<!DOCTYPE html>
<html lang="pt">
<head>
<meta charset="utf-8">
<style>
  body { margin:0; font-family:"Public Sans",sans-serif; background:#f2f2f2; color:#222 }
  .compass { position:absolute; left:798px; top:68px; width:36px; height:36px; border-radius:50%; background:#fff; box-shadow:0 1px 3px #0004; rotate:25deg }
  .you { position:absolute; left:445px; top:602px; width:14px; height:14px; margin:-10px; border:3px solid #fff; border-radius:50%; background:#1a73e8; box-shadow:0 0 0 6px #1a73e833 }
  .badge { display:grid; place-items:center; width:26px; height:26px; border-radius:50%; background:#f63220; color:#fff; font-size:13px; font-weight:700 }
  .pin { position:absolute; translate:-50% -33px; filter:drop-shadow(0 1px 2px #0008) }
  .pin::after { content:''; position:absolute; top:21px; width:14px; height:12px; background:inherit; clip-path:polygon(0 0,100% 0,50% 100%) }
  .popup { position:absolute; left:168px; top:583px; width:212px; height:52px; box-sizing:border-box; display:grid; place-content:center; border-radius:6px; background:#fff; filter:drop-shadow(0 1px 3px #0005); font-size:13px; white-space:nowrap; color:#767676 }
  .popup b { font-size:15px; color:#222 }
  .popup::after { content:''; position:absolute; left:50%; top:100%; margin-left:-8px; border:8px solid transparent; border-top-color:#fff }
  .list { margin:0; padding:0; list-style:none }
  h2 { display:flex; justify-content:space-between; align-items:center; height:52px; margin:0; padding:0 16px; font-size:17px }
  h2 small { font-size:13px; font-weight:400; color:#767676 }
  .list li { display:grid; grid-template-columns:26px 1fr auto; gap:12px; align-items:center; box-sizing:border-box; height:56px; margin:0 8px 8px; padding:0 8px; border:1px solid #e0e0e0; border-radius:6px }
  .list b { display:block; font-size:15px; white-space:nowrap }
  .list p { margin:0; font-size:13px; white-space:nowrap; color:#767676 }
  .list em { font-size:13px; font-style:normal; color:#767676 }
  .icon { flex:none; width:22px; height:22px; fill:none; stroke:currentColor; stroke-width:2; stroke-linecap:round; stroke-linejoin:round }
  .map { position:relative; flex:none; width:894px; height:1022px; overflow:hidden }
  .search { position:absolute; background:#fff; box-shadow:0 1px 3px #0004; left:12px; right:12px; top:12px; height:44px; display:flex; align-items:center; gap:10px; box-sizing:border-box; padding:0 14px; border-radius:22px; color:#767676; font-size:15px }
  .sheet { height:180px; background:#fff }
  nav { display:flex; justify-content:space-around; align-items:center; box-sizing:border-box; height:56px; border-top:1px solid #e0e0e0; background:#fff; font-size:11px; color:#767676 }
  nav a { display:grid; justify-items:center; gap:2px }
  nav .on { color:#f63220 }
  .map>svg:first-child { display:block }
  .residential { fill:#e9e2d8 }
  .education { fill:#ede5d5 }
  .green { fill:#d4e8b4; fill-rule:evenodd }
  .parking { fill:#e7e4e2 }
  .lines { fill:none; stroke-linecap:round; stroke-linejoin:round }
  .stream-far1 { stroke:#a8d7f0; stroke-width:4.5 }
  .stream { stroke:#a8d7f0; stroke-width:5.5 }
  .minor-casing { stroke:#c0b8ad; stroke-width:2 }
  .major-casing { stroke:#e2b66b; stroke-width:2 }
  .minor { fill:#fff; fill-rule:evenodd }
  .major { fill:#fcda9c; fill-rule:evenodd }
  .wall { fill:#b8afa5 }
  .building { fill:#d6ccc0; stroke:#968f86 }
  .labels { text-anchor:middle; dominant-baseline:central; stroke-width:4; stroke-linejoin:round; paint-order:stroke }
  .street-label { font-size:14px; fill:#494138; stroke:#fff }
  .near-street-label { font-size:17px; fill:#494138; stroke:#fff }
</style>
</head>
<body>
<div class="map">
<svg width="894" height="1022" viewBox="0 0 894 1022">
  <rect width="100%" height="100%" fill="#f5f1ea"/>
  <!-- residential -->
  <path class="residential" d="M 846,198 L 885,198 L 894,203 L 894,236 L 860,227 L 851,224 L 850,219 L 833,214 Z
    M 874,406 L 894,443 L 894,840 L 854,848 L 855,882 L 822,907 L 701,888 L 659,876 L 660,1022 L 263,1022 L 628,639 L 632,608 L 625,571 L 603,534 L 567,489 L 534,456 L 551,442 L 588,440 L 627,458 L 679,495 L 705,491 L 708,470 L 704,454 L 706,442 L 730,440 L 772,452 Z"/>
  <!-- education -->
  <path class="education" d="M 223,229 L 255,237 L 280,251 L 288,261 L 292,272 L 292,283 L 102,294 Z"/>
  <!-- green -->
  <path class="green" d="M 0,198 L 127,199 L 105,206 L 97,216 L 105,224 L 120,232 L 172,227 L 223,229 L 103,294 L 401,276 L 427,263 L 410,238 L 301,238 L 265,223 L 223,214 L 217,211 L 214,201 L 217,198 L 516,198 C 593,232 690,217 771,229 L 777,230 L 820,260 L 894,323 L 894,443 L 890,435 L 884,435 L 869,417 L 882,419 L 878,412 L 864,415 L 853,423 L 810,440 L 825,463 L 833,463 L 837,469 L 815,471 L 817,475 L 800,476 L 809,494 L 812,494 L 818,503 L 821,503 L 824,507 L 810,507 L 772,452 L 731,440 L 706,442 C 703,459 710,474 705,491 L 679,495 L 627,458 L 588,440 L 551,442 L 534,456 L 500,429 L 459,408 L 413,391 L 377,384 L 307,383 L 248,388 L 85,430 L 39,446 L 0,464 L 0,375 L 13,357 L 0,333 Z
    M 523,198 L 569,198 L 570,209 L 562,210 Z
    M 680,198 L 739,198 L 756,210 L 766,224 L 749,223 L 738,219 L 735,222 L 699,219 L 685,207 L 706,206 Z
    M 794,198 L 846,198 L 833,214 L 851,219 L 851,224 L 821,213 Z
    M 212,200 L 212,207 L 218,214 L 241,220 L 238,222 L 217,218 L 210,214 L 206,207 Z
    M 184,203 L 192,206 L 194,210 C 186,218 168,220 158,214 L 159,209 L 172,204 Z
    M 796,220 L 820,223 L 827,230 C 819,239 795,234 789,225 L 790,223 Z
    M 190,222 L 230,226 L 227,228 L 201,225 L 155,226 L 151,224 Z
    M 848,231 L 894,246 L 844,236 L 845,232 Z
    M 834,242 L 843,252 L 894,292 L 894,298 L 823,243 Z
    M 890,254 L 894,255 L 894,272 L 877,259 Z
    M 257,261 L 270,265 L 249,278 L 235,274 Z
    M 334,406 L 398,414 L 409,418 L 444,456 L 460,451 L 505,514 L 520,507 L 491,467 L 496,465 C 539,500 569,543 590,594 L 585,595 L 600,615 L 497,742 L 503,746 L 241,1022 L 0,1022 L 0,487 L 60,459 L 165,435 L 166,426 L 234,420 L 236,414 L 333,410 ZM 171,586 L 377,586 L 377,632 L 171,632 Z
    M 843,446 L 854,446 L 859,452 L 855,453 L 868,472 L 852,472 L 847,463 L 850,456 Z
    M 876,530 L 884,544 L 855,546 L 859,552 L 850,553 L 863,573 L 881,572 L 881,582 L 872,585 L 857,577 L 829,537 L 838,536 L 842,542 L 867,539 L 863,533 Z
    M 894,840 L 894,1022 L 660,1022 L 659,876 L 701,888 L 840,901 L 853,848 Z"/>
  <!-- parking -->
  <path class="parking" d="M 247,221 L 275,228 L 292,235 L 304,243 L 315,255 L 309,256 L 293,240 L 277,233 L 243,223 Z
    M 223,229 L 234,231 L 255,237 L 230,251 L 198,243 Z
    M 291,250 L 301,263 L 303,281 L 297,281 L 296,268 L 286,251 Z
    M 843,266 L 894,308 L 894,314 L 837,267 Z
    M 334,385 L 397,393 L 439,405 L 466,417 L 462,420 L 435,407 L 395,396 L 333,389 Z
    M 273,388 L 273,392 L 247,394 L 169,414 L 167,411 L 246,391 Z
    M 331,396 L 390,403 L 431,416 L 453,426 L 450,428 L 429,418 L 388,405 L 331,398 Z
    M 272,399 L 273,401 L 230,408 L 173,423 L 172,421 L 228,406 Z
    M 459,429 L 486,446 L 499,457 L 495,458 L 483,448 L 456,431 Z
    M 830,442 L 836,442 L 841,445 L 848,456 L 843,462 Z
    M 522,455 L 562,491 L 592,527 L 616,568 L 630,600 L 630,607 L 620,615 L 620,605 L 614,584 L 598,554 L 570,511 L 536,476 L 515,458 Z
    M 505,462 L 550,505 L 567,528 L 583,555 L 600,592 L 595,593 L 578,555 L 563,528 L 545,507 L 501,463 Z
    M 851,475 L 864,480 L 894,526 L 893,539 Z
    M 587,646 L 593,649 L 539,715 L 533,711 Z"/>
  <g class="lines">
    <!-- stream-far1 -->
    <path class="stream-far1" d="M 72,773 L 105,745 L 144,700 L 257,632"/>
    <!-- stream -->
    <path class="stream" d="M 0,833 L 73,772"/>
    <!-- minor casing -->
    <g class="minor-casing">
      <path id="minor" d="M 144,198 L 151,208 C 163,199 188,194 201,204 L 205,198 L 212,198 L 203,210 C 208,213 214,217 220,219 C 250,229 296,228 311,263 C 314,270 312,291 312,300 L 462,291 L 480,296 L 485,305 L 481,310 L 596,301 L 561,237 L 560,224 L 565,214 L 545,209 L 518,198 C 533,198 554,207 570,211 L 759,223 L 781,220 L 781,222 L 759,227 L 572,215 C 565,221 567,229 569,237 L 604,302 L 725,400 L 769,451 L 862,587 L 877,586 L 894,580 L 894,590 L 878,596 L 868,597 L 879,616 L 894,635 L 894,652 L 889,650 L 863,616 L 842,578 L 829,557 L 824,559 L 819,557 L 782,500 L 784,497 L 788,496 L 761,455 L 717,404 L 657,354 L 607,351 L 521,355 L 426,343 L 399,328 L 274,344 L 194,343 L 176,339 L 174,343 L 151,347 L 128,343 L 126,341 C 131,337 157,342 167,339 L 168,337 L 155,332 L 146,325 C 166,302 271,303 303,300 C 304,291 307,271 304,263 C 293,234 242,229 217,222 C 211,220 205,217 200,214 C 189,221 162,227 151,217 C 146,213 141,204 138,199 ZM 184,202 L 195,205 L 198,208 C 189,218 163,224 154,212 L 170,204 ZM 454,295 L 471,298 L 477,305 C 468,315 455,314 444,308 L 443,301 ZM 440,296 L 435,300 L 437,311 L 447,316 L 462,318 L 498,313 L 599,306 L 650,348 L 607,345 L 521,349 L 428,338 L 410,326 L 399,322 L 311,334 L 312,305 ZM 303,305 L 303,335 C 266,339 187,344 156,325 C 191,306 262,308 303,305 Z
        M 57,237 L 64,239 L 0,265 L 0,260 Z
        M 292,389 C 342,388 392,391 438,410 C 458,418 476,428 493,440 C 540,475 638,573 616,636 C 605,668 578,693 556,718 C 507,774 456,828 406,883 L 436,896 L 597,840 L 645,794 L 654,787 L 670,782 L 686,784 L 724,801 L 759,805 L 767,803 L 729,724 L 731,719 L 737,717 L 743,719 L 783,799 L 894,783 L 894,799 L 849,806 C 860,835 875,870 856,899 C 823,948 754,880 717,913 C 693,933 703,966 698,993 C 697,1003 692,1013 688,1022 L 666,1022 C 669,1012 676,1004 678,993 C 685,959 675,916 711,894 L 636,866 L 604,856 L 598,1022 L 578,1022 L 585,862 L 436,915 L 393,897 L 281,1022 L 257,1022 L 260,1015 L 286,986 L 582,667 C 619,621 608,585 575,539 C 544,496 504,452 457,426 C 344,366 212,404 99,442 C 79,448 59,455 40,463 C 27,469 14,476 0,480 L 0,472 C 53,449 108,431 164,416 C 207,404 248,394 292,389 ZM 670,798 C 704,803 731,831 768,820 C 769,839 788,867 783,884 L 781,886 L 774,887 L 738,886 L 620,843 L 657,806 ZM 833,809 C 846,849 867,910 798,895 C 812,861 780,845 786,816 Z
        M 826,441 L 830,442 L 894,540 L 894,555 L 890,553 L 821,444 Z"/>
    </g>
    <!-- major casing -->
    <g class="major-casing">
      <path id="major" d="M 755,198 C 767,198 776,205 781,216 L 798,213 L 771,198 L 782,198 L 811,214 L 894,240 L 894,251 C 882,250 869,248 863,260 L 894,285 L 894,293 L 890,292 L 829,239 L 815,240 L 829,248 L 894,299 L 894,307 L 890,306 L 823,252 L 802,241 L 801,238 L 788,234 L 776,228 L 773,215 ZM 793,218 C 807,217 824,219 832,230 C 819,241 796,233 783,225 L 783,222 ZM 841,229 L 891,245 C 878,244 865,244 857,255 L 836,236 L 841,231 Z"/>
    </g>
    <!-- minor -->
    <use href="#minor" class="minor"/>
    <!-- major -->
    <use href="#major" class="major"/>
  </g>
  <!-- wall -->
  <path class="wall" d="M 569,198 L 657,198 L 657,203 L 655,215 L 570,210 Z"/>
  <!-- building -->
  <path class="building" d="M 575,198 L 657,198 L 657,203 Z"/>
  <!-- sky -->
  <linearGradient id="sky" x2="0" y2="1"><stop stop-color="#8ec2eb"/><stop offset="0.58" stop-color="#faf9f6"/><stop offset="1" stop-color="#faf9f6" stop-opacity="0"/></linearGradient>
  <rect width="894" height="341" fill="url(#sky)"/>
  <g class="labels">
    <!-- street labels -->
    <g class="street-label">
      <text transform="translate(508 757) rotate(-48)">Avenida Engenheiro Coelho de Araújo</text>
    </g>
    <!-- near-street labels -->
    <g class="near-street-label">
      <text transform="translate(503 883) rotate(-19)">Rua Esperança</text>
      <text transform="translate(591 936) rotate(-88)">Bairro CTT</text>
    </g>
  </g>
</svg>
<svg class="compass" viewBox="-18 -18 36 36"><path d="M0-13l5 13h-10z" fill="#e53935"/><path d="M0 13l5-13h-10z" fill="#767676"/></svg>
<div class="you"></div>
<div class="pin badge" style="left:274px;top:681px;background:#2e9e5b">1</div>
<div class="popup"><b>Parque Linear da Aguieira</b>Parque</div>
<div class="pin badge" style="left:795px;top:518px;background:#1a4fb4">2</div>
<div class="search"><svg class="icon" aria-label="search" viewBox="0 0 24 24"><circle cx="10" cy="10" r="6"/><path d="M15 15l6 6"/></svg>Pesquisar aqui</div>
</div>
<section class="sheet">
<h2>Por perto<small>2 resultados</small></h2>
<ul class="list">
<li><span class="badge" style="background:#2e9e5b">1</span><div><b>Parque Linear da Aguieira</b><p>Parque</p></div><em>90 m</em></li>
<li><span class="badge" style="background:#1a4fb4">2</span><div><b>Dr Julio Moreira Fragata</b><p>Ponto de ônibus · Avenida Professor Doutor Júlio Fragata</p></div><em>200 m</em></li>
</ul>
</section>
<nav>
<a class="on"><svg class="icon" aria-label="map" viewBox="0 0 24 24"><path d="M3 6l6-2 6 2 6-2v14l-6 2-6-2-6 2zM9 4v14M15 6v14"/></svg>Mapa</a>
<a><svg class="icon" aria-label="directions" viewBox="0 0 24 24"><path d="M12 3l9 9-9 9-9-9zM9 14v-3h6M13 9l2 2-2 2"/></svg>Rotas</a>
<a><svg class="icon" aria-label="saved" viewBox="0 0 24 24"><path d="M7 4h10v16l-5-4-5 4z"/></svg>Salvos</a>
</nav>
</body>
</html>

WHAT THE TASK REQUIRES:
Your answer consists solely of the lines from the top of the records above through the line that contains "position:absolute; left:445px; top:602px;", each echoed exactly.

WRITTEN RESPONSE:
<!DOCTYPE html>
<html lang="pt">
<head>
<meta charset="utf-8">
<style>
  body { margin:0; font-family:"Public Sans",sans-serif; background:#f2f2f2; color:#222 }
  .compass { position:absolute; left:798px; top:68px; width:36px; height:36px; border-radius:50%; background:#fff; box-shadow:0 1px 3px #0004; rotate:25deg }
  .you { position:absolute; left:445px; top:602px; width:14px; height:14px; margin:-10px; border:3px solid #fff; border-radius:50%; background:#1a73e8; box-shadow:0 0 0 6px #1a73e833 }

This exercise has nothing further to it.